Dataset entries:

==========

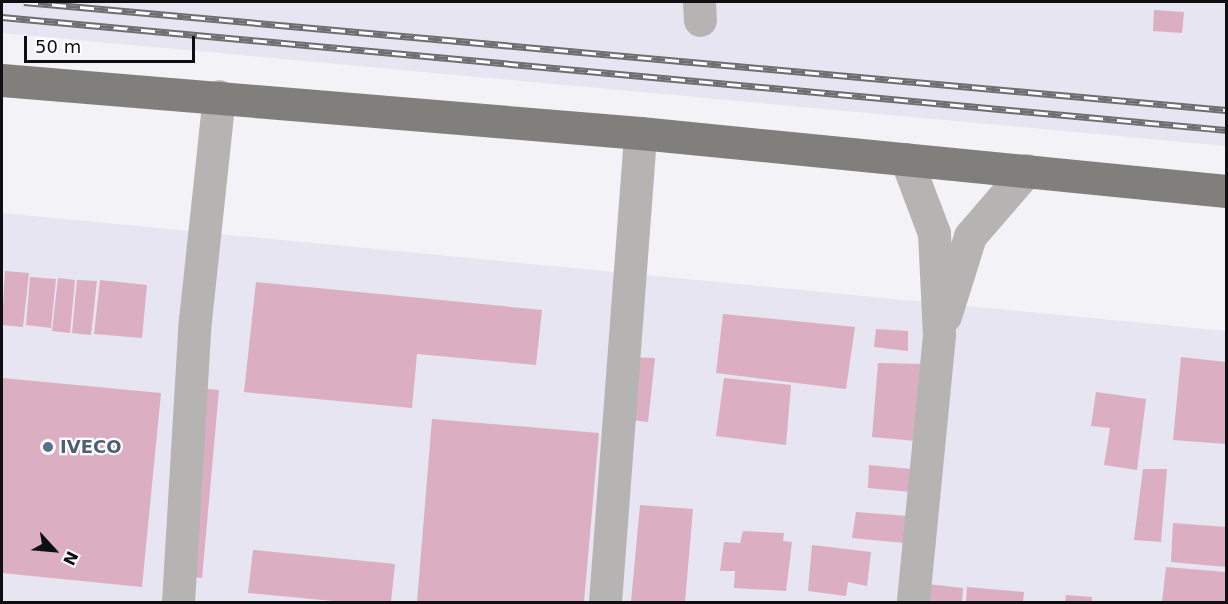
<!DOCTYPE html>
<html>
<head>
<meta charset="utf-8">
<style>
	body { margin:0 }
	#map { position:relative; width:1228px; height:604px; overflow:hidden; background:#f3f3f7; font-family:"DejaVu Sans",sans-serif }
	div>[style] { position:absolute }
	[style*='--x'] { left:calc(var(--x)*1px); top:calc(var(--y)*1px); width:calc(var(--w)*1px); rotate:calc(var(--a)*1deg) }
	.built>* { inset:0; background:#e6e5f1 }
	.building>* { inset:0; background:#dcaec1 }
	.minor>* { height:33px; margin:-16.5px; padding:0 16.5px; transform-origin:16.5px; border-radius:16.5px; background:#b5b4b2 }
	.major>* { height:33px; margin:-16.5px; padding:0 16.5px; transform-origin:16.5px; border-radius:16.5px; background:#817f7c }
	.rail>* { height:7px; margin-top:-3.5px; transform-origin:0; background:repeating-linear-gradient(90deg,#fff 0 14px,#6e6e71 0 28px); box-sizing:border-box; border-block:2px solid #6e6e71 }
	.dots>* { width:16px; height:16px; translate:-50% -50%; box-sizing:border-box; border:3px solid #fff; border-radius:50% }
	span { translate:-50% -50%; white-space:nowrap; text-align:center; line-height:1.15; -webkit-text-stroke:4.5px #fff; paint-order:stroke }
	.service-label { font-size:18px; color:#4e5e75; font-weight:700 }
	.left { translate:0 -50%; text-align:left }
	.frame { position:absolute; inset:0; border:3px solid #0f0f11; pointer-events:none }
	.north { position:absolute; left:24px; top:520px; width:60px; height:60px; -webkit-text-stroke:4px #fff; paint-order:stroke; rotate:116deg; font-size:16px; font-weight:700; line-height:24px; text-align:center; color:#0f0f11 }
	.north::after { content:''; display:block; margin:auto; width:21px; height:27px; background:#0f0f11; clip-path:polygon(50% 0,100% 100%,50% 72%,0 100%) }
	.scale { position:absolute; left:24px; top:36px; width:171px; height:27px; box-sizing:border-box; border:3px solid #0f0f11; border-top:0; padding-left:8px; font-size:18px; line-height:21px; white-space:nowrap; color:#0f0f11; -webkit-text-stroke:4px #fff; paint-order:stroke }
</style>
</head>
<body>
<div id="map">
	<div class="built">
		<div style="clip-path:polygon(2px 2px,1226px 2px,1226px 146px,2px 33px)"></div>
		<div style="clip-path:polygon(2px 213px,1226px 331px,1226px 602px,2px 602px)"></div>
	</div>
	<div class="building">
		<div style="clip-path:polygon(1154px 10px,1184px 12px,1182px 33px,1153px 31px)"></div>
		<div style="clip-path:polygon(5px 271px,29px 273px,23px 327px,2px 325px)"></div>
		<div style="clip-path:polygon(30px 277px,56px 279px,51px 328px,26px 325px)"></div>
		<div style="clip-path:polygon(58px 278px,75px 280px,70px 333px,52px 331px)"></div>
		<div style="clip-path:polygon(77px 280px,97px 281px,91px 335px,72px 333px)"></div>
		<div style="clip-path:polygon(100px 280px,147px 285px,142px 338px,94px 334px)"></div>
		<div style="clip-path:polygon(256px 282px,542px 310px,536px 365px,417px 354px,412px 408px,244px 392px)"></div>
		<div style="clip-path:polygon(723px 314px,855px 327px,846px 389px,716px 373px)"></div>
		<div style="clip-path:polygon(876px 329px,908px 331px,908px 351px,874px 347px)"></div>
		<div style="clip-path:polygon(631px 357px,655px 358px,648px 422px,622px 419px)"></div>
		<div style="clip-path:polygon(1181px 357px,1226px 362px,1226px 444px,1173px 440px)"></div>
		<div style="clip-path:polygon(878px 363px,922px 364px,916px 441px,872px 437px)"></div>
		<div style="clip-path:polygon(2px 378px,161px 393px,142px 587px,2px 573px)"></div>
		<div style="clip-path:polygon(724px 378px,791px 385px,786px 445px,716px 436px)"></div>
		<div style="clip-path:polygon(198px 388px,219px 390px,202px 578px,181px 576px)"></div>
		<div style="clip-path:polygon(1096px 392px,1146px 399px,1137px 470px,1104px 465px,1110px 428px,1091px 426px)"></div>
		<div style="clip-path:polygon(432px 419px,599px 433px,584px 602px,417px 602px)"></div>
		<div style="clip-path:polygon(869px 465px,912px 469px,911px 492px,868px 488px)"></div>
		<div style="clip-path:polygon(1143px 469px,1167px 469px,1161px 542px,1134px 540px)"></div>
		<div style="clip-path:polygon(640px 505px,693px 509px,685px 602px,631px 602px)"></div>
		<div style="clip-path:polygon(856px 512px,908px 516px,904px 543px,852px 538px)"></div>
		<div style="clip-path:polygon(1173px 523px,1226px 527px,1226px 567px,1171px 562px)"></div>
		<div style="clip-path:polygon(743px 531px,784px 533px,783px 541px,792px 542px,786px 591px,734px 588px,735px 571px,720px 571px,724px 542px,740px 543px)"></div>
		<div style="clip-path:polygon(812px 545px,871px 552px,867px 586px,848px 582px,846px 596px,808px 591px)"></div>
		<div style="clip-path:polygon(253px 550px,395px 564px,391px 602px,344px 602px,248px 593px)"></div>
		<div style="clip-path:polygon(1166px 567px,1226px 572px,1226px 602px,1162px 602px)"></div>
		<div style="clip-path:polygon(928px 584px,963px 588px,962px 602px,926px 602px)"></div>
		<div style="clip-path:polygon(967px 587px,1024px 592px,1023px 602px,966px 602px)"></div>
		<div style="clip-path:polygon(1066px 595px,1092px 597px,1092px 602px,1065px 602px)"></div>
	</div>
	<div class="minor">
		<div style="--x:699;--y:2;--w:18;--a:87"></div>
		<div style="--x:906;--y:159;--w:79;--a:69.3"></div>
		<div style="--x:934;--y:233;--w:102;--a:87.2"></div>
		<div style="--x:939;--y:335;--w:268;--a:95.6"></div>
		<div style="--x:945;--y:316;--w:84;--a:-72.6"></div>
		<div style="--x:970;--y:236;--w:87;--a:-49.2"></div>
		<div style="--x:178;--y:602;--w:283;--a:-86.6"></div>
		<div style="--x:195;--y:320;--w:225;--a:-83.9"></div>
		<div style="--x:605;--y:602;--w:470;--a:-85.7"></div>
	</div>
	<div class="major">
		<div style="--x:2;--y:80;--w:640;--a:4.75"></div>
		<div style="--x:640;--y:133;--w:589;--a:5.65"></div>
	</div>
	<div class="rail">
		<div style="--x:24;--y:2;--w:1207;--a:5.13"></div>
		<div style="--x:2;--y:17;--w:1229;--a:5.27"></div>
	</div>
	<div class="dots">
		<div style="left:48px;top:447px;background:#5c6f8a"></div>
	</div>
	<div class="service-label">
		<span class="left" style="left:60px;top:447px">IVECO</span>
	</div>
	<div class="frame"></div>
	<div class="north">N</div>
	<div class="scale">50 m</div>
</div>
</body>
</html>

==========

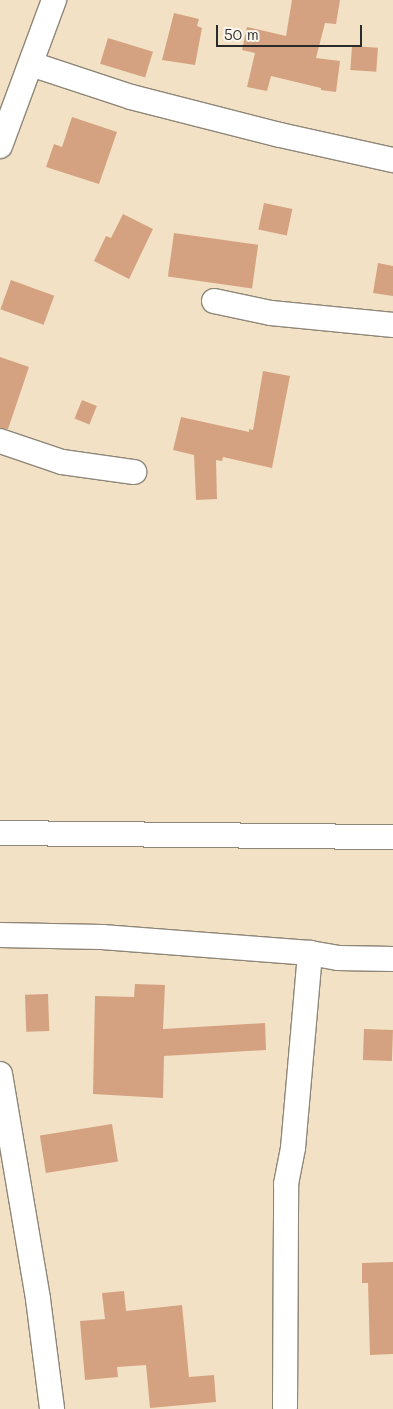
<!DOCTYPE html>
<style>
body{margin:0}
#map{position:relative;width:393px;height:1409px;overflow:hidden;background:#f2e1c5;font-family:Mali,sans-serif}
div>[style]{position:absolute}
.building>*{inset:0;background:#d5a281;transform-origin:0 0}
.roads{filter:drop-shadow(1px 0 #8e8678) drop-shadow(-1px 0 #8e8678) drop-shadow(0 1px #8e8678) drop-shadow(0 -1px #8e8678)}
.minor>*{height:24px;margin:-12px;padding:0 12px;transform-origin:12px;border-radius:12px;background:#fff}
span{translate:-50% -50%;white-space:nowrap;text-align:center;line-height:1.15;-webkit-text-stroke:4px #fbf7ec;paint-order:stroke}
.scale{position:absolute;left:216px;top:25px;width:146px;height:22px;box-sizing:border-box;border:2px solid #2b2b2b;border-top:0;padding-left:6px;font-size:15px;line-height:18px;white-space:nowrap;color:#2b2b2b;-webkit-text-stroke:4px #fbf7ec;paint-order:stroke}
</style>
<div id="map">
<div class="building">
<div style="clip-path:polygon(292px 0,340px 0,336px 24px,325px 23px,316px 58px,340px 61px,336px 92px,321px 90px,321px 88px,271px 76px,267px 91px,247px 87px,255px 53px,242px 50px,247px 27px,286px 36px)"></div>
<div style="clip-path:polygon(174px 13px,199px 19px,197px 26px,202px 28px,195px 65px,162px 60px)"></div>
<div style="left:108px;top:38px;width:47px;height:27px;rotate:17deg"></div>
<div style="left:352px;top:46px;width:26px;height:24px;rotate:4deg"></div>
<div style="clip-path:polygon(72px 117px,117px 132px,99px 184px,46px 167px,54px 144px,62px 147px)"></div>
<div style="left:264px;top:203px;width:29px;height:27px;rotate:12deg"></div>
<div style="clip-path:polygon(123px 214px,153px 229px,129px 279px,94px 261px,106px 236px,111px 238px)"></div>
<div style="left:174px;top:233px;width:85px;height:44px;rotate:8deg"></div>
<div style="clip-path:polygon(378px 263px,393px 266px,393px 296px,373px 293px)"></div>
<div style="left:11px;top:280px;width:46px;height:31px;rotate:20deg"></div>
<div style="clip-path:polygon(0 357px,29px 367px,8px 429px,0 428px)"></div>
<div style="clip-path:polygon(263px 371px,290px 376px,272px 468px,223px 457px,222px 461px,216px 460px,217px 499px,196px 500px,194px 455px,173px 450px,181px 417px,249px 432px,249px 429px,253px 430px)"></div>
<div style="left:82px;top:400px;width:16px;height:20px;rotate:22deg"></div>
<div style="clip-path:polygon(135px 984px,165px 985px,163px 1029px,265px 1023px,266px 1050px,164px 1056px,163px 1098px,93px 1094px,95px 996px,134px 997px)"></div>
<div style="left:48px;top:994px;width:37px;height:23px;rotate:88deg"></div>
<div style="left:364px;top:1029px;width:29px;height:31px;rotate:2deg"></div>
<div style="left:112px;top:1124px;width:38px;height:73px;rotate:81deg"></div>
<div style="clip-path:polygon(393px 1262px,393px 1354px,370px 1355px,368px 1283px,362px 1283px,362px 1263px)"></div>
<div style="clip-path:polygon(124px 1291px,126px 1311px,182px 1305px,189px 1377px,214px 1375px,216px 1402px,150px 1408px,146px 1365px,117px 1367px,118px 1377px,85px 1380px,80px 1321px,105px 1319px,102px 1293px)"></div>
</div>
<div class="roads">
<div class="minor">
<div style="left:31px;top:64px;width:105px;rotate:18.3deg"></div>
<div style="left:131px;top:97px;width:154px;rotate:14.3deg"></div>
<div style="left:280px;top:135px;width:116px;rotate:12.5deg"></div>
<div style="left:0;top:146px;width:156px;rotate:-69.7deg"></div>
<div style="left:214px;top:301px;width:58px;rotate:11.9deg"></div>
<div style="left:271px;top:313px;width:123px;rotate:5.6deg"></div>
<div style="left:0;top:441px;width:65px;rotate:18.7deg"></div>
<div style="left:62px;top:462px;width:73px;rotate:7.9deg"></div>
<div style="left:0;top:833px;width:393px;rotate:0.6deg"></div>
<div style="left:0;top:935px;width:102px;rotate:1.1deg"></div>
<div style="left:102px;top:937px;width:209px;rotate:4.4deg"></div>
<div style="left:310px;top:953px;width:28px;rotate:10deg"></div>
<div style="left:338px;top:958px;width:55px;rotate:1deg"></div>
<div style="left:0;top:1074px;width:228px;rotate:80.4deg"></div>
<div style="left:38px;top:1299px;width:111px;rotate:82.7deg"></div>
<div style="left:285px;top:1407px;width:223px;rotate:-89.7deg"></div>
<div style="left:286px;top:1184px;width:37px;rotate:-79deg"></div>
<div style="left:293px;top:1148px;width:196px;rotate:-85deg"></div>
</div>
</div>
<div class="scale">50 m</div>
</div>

==========

**The task:** Gather from the records above every line containing the string "overflow".

**Solution below:**
	#map { position:relative; width:1228px; height:604px; overflow:hidden; background:#f3f3f7; font-family:"DejaVu Sans",sans-serif }
#map{position:relative;width:393px;height:1409px;overflow:hidden;background:#f2e1c5;font-family:Mali,sans-serif}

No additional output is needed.